───── Material provided

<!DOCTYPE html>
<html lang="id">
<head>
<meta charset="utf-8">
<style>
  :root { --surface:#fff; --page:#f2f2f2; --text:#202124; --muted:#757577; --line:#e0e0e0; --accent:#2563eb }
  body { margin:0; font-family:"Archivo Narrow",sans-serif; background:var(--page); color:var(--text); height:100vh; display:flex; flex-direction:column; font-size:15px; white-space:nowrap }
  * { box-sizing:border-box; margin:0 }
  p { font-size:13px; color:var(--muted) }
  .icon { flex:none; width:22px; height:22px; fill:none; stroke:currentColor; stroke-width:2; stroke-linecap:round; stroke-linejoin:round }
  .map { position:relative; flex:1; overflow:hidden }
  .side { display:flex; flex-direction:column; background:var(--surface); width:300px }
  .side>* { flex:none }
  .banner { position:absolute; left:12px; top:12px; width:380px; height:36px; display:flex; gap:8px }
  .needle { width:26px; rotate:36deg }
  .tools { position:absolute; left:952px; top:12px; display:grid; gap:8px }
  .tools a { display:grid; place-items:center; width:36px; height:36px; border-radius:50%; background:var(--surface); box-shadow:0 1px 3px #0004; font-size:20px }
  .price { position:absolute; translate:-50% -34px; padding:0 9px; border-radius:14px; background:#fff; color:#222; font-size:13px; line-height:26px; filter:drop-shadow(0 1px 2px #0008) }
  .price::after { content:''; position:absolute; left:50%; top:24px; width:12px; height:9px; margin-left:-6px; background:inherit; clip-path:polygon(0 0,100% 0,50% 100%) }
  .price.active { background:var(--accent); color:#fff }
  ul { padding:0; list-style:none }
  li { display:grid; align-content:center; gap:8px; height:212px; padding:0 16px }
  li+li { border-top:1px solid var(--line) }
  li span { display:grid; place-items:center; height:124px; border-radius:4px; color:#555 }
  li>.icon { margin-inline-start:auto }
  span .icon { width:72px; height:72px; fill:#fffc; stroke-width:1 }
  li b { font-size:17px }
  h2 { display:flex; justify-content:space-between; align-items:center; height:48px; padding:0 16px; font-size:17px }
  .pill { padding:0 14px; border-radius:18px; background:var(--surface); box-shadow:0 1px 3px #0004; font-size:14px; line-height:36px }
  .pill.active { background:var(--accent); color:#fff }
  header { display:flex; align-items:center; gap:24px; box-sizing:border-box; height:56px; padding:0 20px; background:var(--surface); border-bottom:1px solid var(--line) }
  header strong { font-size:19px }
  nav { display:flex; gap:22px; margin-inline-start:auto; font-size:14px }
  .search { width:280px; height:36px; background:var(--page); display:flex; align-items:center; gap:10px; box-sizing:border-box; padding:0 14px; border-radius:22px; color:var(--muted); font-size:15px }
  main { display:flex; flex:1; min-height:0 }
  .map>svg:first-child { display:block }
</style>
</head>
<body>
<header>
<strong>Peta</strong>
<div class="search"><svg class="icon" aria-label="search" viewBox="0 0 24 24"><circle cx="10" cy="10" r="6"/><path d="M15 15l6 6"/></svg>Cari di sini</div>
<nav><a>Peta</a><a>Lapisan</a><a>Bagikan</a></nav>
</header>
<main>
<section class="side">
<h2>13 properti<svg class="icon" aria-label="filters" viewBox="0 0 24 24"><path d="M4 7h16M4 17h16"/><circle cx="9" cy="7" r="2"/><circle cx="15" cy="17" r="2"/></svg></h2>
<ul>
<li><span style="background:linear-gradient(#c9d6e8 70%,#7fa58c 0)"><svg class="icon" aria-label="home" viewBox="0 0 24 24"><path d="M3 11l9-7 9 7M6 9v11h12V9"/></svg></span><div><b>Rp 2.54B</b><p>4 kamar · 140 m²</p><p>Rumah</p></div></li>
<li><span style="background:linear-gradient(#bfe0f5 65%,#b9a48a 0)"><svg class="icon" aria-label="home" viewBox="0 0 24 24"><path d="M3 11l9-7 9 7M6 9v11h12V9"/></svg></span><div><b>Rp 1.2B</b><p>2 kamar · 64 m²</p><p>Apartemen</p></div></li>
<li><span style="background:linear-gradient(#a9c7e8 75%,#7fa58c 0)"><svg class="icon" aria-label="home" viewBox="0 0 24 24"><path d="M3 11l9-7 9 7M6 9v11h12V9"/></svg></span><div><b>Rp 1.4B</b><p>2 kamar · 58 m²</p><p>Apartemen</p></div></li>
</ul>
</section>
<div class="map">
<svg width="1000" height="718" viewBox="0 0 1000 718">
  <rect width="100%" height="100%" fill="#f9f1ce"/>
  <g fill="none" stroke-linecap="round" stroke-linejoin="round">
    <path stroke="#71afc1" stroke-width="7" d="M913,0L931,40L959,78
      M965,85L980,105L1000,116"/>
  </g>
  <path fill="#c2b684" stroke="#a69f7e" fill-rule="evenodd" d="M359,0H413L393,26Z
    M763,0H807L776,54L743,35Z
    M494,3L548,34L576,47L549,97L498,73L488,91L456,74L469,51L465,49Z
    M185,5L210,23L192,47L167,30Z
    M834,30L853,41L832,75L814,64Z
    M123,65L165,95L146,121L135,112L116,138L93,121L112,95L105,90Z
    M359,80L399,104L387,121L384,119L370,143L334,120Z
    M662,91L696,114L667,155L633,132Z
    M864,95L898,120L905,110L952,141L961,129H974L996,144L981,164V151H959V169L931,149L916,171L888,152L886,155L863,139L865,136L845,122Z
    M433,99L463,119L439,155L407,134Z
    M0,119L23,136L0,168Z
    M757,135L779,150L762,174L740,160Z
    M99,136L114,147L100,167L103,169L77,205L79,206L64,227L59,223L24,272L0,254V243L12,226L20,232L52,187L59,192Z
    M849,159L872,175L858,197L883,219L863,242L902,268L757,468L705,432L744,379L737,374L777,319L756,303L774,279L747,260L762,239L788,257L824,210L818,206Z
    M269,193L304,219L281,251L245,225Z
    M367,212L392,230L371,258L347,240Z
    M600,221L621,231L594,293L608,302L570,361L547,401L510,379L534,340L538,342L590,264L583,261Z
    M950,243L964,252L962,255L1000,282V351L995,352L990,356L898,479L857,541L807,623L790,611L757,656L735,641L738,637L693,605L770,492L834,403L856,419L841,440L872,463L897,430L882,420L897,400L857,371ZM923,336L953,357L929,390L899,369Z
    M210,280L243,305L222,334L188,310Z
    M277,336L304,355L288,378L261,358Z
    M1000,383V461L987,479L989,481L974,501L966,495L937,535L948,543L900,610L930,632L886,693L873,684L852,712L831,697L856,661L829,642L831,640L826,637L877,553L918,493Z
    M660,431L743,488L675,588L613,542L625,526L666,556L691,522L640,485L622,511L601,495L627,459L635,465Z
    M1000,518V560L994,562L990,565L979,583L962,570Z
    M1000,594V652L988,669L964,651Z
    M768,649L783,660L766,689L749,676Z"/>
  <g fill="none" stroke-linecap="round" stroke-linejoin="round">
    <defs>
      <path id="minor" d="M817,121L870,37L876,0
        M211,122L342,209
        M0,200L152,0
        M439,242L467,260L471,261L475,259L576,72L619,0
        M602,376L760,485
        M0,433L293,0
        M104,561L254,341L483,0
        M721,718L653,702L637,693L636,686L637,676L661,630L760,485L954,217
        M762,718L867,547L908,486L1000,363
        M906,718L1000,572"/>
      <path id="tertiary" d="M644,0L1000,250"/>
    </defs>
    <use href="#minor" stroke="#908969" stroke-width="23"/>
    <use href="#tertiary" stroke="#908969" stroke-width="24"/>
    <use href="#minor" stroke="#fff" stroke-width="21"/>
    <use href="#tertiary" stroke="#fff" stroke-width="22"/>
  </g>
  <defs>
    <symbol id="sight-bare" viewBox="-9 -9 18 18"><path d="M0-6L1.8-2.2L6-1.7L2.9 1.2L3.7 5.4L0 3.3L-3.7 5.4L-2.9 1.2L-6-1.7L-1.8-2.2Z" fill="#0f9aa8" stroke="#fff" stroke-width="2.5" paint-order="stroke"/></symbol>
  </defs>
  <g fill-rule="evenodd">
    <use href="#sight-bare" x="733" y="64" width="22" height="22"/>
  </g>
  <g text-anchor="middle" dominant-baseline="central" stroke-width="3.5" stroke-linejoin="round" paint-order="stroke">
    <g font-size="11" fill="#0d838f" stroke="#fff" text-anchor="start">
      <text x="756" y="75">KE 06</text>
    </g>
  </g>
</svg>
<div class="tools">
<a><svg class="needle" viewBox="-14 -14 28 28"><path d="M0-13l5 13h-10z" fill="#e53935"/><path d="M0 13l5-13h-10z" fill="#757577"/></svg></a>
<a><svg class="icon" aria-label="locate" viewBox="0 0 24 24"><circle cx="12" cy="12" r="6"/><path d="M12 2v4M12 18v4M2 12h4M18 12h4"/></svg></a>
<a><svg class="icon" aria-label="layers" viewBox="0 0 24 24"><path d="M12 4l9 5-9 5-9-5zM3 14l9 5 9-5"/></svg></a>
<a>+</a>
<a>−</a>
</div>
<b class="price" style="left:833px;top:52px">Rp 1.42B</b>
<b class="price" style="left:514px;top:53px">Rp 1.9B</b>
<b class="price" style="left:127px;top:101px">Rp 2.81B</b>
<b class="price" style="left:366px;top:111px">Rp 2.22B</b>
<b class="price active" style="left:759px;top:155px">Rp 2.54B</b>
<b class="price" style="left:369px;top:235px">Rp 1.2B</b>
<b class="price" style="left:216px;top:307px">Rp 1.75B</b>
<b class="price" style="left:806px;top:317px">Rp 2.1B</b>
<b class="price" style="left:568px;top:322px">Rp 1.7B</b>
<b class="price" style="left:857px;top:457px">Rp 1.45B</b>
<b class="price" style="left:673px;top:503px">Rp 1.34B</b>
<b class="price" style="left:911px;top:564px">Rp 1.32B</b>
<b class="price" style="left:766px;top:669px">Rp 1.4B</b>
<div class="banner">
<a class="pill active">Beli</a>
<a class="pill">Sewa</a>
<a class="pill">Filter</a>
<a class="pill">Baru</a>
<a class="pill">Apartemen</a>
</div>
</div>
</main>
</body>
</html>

──────────

§ **What you will do**
Every line in the data above that contains "absolute" needs to be copied.

§ **Completed task**
  .banner { position:absolute; left:12px; top:12px; width:380px; height:36px; display:flex; gap:8px }
  .tools { position:absolute; left:952px; top:12px; display:grid; gap:8px }
  .price { position:absolute; translate:-50% -34px; padding:0 9px; border-radius:14px; background:#fff; color:#222; font-size:13px; line-height:26px; filter:drop-shadow(0 1px 2px #0008) }
  .price::after { content:''; position:absolute; left:50%; top:24px; width:12px; height:9px; margin-left:-6px; background:inherit; clip-path:polygon(0 0,100% 0,50% 100%) }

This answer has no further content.